[Extracted data entries]
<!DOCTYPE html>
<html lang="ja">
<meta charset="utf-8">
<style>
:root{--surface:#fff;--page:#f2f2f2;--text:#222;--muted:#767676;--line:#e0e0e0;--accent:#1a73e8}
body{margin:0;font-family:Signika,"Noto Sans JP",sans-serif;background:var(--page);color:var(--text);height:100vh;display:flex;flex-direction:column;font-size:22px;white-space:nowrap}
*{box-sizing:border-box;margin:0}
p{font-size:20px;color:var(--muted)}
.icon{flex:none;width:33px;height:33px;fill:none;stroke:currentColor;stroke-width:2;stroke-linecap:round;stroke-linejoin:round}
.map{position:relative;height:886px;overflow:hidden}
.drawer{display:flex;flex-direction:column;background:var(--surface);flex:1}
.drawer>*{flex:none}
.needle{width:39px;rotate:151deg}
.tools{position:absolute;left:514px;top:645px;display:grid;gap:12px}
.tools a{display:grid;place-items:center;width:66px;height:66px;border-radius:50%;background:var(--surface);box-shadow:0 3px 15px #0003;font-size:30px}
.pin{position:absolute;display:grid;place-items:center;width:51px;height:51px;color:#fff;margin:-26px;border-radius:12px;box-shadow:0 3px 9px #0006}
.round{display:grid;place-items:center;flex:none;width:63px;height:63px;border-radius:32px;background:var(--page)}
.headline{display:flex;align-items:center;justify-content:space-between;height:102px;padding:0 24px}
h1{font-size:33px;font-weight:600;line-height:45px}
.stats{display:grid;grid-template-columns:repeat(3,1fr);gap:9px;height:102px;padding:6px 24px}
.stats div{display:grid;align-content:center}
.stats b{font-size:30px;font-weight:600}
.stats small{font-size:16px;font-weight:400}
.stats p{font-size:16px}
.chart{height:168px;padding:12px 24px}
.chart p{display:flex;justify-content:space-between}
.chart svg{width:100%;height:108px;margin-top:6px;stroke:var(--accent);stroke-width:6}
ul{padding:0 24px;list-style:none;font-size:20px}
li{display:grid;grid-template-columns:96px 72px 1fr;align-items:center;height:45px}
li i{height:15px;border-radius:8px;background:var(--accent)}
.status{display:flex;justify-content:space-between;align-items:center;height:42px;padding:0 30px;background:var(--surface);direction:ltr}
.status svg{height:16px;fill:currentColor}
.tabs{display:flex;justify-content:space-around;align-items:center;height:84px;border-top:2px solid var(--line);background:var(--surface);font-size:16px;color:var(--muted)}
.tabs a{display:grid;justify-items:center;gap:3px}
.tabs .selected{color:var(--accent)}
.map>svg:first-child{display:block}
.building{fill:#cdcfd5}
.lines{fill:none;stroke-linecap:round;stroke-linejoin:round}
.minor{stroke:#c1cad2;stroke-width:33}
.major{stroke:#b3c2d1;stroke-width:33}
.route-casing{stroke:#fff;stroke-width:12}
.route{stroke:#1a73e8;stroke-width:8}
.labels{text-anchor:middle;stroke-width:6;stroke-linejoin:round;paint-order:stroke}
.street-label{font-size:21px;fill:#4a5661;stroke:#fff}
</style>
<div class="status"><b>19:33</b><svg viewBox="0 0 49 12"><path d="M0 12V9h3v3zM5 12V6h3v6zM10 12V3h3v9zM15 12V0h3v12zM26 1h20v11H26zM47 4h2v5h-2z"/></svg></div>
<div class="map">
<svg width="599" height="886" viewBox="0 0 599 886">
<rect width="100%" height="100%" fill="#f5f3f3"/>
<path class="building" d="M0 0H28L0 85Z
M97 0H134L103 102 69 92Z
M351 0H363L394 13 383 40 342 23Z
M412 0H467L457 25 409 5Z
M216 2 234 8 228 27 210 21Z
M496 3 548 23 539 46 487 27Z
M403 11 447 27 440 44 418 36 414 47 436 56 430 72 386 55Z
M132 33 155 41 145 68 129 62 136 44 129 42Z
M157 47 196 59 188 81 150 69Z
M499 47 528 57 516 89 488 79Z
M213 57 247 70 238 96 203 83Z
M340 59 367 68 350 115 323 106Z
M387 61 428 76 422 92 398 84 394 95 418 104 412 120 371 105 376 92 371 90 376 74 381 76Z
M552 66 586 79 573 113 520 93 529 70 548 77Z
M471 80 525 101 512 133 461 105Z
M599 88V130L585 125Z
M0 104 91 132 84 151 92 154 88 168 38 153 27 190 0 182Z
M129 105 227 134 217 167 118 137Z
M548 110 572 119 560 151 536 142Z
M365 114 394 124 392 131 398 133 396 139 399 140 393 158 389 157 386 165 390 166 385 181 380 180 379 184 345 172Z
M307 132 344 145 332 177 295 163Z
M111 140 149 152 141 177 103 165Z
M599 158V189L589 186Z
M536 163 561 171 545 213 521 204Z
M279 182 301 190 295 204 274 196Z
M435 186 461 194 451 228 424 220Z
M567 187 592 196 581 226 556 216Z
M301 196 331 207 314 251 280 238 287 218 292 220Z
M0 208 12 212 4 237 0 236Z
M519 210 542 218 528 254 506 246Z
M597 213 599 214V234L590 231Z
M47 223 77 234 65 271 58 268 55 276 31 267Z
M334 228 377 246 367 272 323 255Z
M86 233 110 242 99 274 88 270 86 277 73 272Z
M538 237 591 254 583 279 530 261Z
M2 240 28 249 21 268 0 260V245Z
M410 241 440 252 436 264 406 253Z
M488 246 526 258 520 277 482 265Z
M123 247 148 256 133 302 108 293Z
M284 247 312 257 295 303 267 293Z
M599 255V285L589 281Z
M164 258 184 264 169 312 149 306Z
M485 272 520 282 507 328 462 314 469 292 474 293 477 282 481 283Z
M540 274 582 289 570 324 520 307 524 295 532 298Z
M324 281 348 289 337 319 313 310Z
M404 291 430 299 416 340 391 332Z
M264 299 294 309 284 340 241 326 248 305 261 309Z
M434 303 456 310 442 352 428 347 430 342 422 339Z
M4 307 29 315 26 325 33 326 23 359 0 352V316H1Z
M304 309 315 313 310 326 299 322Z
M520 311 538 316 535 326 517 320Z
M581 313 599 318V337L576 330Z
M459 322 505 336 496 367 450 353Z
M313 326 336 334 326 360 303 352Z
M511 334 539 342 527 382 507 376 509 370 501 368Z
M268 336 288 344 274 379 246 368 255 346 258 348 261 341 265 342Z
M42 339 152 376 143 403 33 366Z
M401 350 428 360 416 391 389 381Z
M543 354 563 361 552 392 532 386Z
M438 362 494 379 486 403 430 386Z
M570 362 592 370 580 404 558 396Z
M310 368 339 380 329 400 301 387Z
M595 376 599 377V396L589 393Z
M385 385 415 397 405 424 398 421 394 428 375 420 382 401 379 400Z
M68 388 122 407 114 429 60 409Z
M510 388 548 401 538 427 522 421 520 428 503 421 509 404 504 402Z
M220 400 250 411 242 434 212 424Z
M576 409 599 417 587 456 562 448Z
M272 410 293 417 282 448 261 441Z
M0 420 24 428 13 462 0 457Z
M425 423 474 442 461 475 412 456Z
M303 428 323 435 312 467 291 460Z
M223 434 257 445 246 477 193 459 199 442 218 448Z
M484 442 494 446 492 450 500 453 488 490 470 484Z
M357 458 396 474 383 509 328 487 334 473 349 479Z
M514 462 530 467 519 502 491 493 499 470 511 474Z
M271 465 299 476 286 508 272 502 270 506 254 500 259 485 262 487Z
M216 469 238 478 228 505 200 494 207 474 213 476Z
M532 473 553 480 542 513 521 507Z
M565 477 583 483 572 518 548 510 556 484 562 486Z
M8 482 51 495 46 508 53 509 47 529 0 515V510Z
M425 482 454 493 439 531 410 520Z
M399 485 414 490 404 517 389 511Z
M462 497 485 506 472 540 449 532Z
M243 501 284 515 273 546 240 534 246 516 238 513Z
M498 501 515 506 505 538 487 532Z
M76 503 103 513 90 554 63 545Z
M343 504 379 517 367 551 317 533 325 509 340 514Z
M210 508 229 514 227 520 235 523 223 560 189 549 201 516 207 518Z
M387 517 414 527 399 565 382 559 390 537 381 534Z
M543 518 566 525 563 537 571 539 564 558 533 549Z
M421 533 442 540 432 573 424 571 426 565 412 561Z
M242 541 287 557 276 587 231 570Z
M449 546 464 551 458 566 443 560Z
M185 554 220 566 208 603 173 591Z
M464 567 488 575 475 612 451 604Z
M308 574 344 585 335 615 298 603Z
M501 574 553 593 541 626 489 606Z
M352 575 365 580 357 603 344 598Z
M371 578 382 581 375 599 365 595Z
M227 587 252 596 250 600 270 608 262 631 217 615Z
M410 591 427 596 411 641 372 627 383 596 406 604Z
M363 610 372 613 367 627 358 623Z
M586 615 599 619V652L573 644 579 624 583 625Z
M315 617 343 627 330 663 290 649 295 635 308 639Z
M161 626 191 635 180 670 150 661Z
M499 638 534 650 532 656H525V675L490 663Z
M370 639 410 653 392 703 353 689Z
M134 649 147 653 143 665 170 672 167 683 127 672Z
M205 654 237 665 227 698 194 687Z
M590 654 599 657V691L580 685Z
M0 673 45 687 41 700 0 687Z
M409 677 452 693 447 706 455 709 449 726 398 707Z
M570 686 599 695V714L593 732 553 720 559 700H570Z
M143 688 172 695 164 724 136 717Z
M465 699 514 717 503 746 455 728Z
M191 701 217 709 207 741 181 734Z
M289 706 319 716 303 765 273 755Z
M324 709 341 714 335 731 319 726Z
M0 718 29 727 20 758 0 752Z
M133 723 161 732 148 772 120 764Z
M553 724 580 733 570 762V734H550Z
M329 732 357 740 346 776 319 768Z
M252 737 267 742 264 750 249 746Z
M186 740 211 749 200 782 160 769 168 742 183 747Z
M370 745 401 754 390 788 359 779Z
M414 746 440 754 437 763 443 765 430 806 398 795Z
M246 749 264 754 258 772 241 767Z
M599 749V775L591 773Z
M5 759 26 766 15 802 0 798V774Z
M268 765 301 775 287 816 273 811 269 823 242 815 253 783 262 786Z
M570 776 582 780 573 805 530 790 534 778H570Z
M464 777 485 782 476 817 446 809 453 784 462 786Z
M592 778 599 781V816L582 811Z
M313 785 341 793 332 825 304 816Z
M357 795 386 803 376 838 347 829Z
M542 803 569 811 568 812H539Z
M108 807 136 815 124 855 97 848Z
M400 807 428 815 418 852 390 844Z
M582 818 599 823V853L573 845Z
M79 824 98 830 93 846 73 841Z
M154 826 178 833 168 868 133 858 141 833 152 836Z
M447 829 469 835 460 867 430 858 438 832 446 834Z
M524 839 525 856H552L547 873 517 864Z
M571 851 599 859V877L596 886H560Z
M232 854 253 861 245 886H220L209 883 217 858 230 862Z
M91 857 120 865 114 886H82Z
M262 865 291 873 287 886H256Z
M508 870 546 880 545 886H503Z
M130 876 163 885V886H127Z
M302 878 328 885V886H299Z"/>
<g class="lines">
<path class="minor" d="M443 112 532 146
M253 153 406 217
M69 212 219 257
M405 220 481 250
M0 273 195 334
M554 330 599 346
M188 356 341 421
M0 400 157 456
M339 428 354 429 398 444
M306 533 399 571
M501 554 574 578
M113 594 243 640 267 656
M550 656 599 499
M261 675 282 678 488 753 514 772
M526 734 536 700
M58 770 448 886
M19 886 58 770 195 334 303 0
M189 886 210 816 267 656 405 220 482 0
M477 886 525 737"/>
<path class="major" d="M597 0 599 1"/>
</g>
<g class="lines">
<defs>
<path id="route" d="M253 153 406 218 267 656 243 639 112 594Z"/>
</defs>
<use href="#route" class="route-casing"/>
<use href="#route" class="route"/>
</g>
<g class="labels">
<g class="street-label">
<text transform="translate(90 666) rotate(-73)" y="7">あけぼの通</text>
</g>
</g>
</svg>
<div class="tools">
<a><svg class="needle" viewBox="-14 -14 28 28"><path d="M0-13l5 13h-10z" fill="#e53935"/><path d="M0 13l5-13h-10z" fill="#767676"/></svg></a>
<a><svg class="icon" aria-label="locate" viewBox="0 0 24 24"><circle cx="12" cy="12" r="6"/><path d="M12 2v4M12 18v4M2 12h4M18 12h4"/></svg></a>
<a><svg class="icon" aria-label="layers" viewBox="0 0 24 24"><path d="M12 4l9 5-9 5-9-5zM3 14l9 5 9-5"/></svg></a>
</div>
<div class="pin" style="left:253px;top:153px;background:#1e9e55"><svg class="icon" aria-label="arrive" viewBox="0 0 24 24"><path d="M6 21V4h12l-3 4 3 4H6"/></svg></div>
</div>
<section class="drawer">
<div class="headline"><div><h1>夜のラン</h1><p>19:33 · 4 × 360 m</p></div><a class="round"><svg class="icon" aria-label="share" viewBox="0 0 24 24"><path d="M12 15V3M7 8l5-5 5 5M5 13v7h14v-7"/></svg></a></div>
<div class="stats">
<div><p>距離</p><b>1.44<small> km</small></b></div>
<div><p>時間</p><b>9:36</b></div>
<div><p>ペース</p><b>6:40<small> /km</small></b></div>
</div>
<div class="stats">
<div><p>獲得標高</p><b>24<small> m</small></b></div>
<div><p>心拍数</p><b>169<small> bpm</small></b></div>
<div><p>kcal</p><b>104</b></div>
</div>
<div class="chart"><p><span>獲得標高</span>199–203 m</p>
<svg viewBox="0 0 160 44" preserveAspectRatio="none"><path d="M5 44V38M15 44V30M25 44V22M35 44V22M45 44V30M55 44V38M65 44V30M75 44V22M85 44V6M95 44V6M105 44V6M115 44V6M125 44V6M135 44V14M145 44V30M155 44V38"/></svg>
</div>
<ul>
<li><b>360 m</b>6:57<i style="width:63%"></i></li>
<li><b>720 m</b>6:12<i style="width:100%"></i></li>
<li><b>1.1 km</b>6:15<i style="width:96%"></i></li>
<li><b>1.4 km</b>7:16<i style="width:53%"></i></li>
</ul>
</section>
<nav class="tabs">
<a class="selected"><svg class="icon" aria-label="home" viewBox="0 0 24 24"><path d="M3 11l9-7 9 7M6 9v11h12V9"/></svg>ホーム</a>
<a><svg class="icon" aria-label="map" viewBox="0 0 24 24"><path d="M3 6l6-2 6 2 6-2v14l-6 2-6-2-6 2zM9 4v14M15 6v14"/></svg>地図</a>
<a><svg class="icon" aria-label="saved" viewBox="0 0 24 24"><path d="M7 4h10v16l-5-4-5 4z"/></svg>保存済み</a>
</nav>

## PROBLEM REQUIREMENTS
Look through the entries above. Extract each line with the word "building".

## FINAL ANSWER
.building{fill:#cdcfd5}
<path class="building" d="M0 0H28L0 85Z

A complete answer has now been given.